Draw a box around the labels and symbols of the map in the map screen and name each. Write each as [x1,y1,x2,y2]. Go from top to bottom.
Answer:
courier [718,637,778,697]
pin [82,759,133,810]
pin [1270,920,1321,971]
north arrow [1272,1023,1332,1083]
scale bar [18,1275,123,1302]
──────
_Activity:_ Print every record above once more, exactly as written.

_Output:_
Draw a box around the labels and symbols of the map in the map screen and name each. Write each as [x1,y1,x2,y2]. Go from top to bottom.
Answer:
courier [718,637,778,697]
pin [82,759,133,810]
pin [1270,920,1321,971]
north arrow [1272,1023,1332,1083]
scale bar [18,1275,123,1302]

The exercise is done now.